[Work instruction] Print the records below verbatim.

[Dataset records]
::::::

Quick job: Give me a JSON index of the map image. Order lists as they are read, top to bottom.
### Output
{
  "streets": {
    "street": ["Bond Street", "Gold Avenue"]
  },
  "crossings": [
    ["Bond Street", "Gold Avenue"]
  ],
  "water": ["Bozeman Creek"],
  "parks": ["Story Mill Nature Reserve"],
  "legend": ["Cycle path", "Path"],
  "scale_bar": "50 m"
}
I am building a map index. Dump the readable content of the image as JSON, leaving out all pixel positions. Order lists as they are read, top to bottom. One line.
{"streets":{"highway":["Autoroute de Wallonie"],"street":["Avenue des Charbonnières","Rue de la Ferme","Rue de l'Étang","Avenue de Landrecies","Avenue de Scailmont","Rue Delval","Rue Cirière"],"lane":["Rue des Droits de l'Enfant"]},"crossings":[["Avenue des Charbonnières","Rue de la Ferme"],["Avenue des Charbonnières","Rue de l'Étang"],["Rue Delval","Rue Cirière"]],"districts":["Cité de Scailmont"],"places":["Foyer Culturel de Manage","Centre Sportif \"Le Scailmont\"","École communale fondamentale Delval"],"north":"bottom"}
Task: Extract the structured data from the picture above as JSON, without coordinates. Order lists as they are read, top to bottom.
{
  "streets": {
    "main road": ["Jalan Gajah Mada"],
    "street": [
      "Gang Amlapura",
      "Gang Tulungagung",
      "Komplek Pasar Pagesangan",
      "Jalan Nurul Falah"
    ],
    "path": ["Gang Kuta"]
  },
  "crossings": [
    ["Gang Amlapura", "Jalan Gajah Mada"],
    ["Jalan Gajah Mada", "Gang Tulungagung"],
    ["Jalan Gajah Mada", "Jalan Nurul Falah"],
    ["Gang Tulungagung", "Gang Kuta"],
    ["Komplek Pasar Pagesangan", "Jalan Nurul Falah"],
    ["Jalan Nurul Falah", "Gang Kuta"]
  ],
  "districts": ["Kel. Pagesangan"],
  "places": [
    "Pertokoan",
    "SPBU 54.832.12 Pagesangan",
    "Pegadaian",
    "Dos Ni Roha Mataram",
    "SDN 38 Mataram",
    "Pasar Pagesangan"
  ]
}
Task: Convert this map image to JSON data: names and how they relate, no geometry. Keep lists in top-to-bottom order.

::::::

[Response]
Quick job: Give me a JSON index of the map image. Order lists as they are read, top to bottom.
### Output
{
  "streets": {
    "street": ["Bond Street", "Gold Avenue"]
  },
  "crossings": [
    ["Bond Street", "Gold Avenue"]
  ],
  "water": ["Bozeman Creek"],
  "parks": ["Story Mill Nature Reserve"],
  "legend": ["Cycle path", "Path"],
  "scale_bar": "50 m"
}
I am building a map index. Dump the readable content of the image as JSON, leaving out all pixel positions. Order lists as they are read, top to bottom. One line.
{"streets":{"highway":["Autoroute de Wallonie"],"street":["Avenue des Charbonnières","Rue de la Ferme","Rue de l'Étang","Avenue de Landrecies","Avenue de Scailmont","Rue Delval","Rue Cirière"],"lane":["Rue des Droits de l'Enfant"]},"crossings":[["Avenue des Charbonnières","Rue de la Ferme"],["Avenue des Charbonnières","Rue de l'Étang"],["Rue Delval","Rue Cirière"]],"districts":["Cité de Scailmont"],"places":["Foyer Culturel de Manage","Centre Sportif \"Le Scailmont\"","École communale fondamentale Delval"],"north":"bottom"}
Task: Extract the structured data from the picture above as JSON, without coordinates. Order lists as they are read, top to bottom.
{
  "streets": {
    "main road": ["Jalan Gajah Mada"],
    "street": [
      "Gang Amlapura",
      "Gang Tulungagung",
      "Komplek Pasar Pagesangan",
      "Jalan Nurul Falah"
    ],
    "path": ["Gang Kuta"]
  },
  "crossings": [
    ["Gang Amlapura", "Jalan Gajah Mada"],
    ["Jalan Gajah Mada", "Gang Tulungagung"],
    ["Jalan Gajah Mada", "Jalan Nurul Falah"],
    ["Gang Tulungagung", "Gang Kuta"],
    ["Komplek Pasar Pagesangan", "Jalan Nurul Falah"],
    ["Jalan Nurul Falah", "Gang Kuta"]
  ],
  "districts": ["Kel. Pagesangan"],
  "places": [
    "Pertokoan",
    "SPBU 54.832.12 Pagesangan",
    "Pegadaian",
    "Dos Ni Roha Mataram",
    "SDN 38 Mataram",
    "Pasar Pagesangan"
  ]
}
Task: Convert this map image to JSON data: names and how they relate, no geometry. Keep lists in top-to-bottom order.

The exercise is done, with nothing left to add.